■ **Directions for this task**:
Search the data below for "main" and report how many lines contain it, with no other text.

Start of Study material

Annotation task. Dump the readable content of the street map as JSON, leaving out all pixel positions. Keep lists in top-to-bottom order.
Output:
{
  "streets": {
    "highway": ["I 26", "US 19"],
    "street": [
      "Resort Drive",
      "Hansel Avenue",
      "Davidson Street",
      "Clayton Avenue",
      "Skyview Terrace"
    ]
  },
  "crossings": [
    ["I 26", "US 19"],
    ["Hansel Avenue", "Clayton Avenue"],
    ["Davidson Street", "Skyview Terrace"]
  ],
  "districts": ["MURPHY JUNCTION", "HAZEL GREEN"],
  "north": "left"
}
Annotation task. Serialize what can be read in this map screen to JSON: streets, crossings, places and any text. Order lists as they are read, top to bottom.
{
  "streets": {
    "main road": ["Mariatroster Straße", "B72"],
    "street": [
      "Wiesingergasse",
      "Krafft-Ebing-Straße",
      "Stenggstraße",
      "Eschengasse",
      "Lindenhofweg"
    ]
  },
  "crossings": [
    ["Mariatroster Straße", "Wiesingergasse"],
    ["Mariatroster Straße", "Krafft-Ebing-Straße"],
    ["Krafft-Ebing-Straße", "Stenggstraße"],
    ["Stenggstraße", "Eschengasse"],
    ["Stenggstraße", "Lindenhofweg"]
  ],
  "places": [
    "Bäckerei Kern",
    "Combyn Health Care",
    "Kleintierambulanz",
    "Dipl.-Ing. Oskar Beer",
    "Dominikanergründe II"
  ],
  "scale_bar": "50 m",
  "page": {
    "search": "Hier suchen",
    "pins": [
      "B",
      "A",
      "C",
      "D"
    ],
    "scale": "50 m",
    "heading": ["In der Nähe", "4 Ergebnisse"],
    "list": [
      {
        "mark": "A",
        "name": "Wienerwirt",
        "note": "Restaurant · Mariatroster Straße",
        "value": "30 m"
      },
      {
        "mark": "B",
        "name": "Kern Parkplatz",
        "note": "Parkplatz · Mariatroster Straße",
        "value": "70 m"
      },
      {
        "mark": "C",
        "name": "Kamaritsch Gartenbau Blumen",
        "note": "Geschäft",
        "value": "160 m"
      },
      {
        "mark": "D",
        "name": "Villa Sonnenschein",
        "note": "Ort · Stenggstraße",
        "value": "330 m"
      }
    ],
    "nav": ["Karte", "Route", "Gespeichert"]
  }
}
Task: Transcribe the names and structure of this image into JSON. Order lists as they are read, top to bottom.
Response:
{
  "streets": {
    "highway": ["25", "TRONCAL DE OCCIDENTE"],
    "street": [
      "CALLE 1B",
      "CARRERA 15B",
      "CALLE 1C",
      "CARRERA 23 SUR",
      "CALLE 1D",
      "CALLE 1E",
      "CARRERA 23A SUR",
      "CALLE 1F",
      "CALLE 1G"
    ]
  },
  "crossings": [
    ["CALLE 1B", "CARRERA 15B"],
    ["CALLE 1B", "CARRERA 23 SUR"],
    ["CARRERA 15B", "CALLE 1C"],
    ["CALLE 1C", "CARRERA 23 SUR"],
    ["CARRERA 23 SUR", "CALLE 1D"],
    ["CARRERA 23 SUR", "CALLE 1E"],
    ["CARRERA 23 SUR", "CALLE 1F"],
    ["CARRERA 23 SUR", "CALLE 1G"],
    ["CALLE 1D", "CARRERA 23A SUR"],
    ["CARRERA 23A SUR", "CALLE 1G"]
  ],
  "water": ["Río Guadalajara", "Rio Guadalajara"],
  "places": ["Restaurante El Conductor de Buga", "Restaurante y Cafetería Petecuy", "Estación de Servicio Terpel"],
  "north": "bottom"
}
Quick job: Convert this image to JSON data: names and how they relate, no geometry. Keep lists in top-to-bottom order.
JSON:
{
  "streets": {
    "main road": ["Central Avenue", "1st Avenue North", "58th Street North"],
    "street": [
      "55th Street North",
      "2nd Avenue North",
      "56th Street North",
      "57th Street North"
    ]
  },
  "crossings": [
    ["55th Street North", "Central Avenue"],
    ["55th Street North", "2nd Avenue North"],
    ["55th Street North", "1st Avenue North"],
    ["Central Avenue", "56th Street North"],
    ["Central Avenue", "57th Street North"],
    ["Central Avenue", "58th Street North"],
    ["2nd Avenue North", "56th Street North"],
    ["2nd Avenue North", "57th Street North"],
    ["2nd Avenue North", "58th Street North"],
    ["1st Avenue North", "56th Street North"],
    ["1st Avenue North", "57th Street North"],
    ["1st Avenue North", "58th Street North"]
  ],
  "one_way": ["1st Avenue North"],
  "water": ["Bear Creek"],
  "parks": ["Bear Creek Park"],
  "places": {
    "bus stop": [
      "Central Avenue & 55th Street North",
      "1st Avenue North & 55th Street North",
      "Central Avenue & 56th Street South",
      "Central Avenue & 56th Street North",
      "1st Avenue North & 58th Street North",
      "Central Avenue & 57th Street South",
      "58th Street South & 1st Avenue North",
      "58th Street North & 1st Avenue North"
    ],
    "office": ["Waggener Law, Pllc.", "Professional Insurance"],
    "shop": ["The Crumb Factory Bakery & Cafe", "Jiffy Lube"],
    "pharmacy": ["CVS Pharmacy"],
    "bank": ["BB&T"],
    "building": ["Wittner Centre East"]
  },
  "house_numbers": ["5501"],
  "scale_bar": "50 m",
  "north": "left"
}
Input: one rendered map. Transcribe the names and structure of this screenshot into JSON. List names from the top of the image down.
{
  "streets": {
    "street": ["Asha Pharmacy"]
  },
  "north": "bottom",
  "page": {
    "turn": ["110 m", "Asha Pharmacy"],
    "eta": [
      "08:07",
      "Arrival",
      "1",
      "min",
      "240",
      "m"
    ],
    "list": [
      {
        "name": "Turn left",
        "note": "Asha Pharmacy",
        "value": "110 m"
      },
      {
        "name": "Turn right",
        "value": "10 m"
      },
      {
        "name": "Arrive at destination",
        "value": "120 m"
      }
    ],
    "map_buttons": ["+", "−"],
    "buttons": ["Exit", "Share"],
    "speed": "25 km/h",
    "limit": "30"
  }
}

End of Study material

■ **Expected answer**:
2